Eliminate under and overstaffing to take control of your labor budget
Ranging from 25-35% of sales, labor is not only one of the largest expenses a restaurant faces, but often the most unstable due to staffing issues. Understaffed shifts mean hefty overtime fees, burnt out employees and missed sales opportunities. In fact, according to Fourth’s internal data, restaurants lose an average of 10-25% of gross revenue per location when not staffed properly to meet demand. On the flipside, overstaffed shifts mean wasted labor dollars and unhappy servers.
The best attribute of AI forecasting is its ability to continuously learn and improve its algorithm, creating a highly personalized forecasting model executed at scale. Overtime, this model can systematically eliminate inefficiencies like under and overstaffing. With the ability to create unique algorithms for every location, GM’s will have all the necessary insights to build schedules based off demand, consistently deploying the right people at the right time, every shift.

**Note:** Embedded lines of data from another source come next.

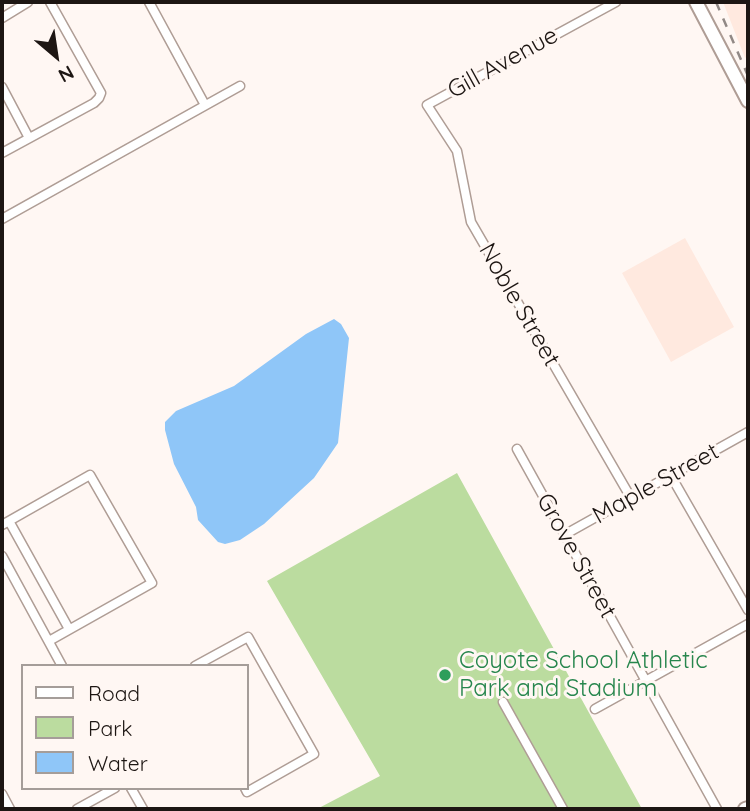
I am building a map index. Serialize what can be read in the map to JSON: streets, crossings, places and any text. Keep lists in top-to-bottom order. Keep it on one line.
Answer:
{"streets":{"street":["Gill Avenue","Noble Street","Maple Street","Grove Street"]},"crossings":[["Gill Avenue","Noble Street"],["Noble Street","Maple Street"],["Maple Street","Grove Street"]],"places":["Coyote School Athletic Park and Stadium"],"legend":["Road","Park","Water"],"north":"bottom right"}
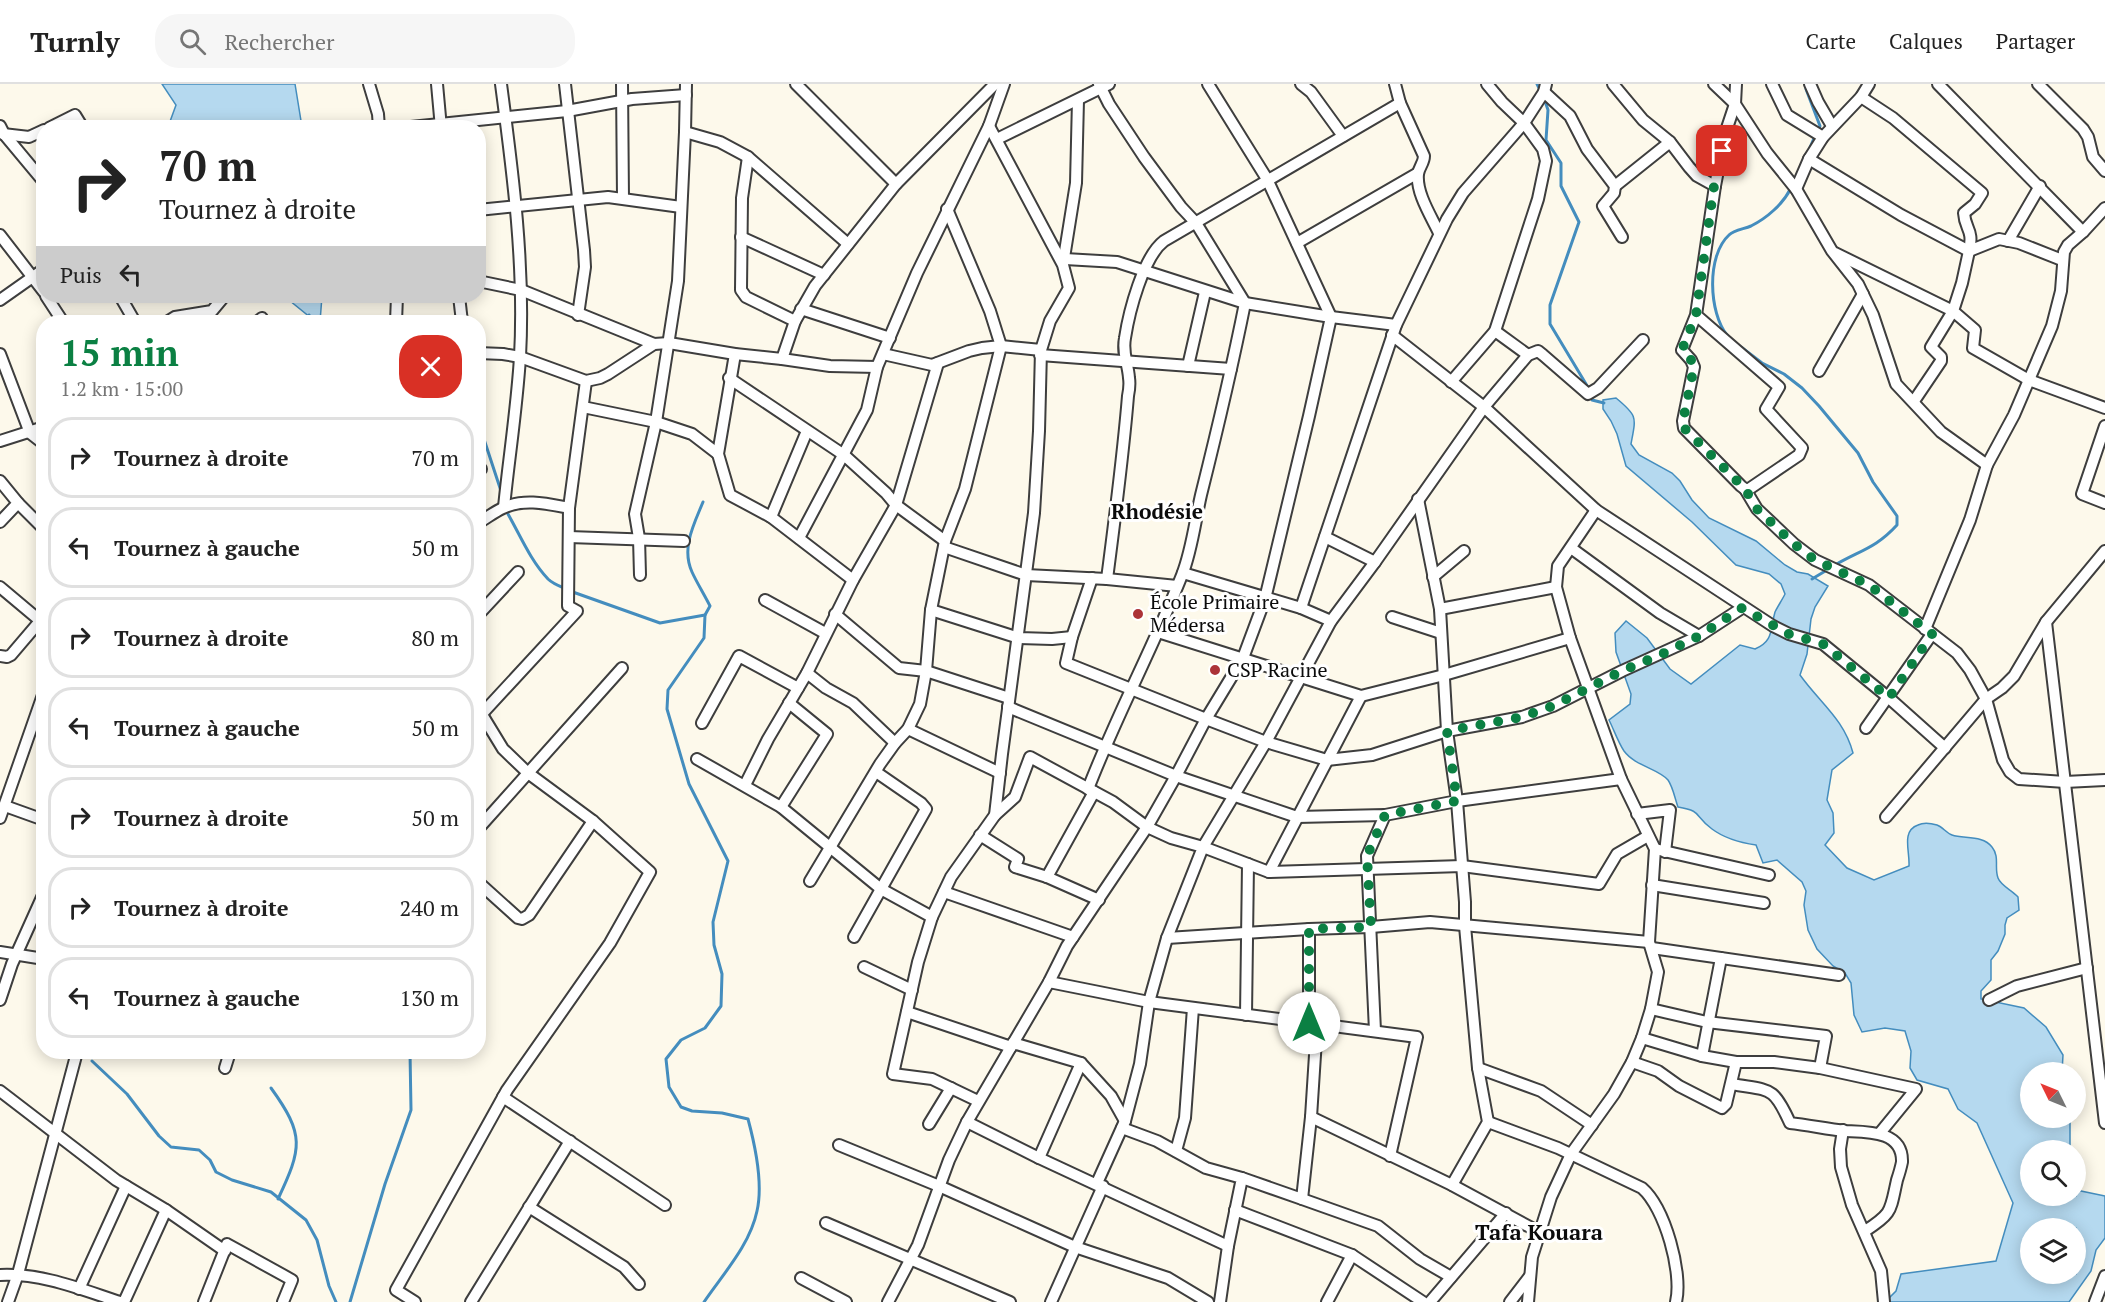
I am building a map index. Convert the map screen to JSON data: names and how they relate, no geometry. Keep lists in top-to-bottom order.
{
  "districts": ["Rhodésie", "Tafa Kouara"],
  "places": ["École Primaire Médersa", "CSP Racine"],
  "north": "top left",
  "page": {
    "header": "Turnly",
    "search": "Rechercher",
    "nav": ["Carte", "Calques", "Partager"],
    "turn": ["70 m", "Tournez à droite"],
    "then": "Puis",
    "heading": ["15 min", "1.2 km · 15:00"],
    "list": [
      {
        "name": "Tournez à droite",
        "value": "70 m"
      },
      {
        "name": "Tournez à gauche",
        "value": "50 m"
      },
      {
        "name": "Tournez à droite",
        "value": "80 m"
      },
      {
        "name": "Tournez à gauche",
        "value": "50 m"
      },
      {
        "name": "Tournez à droite",
        "value": "50 m"
      },
      {
        "name": "Tournez à droite",
        "value": "240 m"
      },
      {
        "name": "Tournez à gauche",
        "value": "130 m"
      }
    ]
  }
}
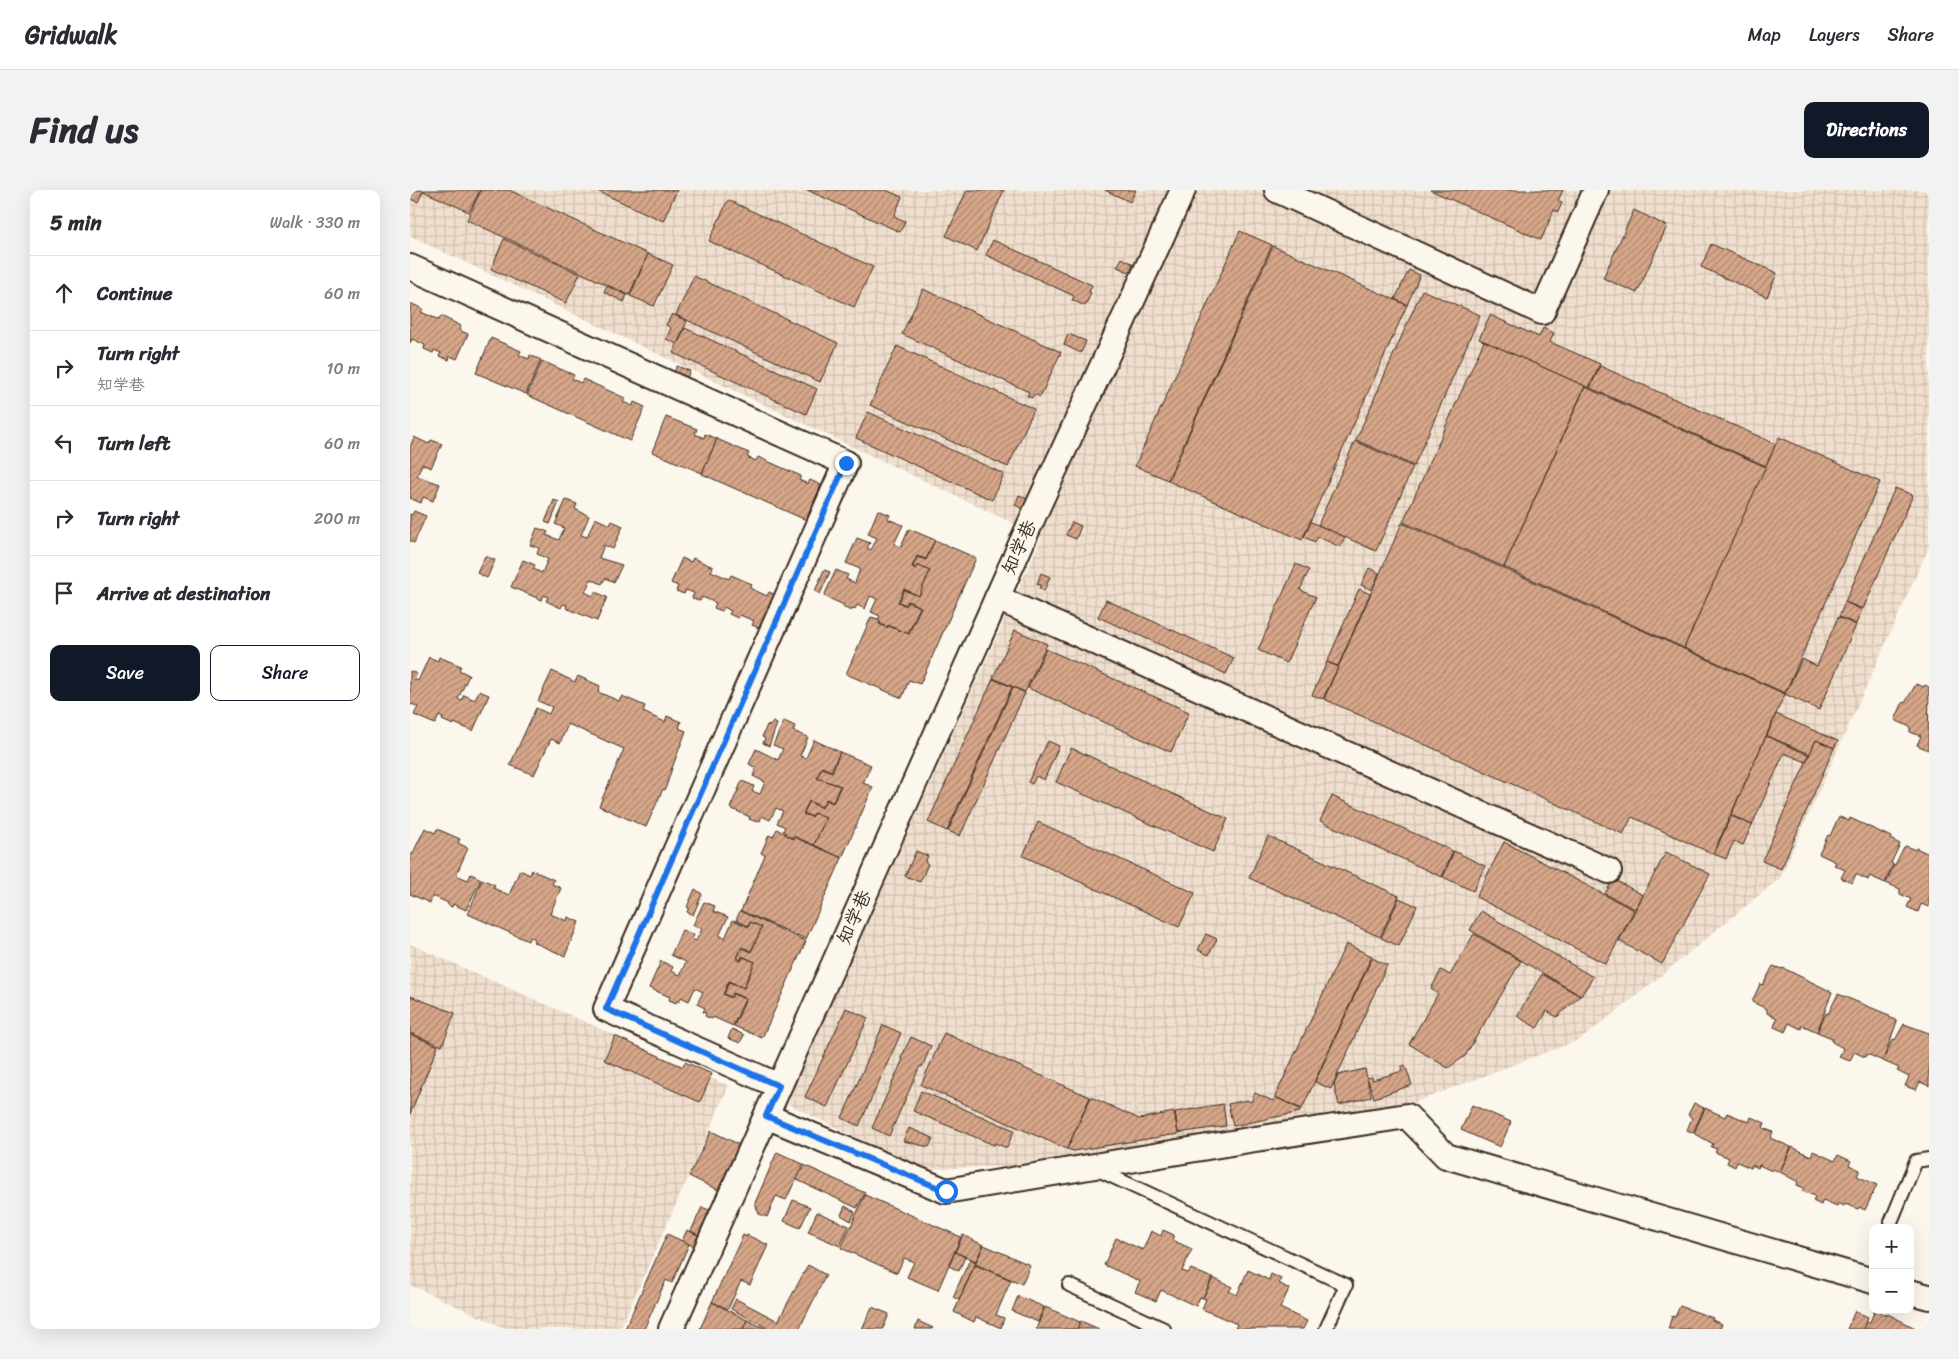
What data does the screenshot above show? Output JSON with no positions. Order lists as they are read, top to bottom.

And when you staff to meet demand, you not only regain control of your labor budget location by location but will also see improvements in overall sales and customer satisfaction rates. Best of all, this can all be realized without requiring additional manpower.
Give managers the gift of time
In an industry agnostic transformation, organizations across the United States have begun calling their HR teams “People Operations.” Signifying a prioritized effort to better meet the rapidly evolving expectations of employees, People Ops is about ensuring your employees have the necessary tools, resources and support to develop their wellbeing and competencies. And while you may initially relate People Ops initiatives to providing in-demand employee benefits like earned wage access or tuition reimbursement, it should also extend into your tech stack. The best restaurant technology should not only contribute to your revenue and performance goals, but your retention goals as well.
1 in 2 workers in the food service and hospitality industry quit because of burnout, while 48% of food service managers’ report feeling burnt out on a daily basis. AI forecasting can greatly reduce the number of administrative burdens falling on frontline managers. When used in tandem with automated employee scheduling tools and labor optimization, managers can create fully optimized and compliant schedules in minutes rather than hours. This means less time in the back office and more time pursuing the work they love like creating memorable guest experiences or strategic promotions.
This drastically improves the hourly employee experience, as well, effectively eliminating burnout from understaffing or “bore-out” from overstaffing. And as all restaurant operators know, employee engagement and happiness directly influence retention rates and guest experiences.
According to the National Restaurant Association's 2023 State of the Restaurant Industry report, more than 40% of operators are planning to invest in technology this year to help combat rising costs. While there’s a plethora of technology, in and out of the world of artificial intelligence, I highly encourage operators to take control of their labor budgets, empower frontline managers and conquer every shift with AI-powered forecasting.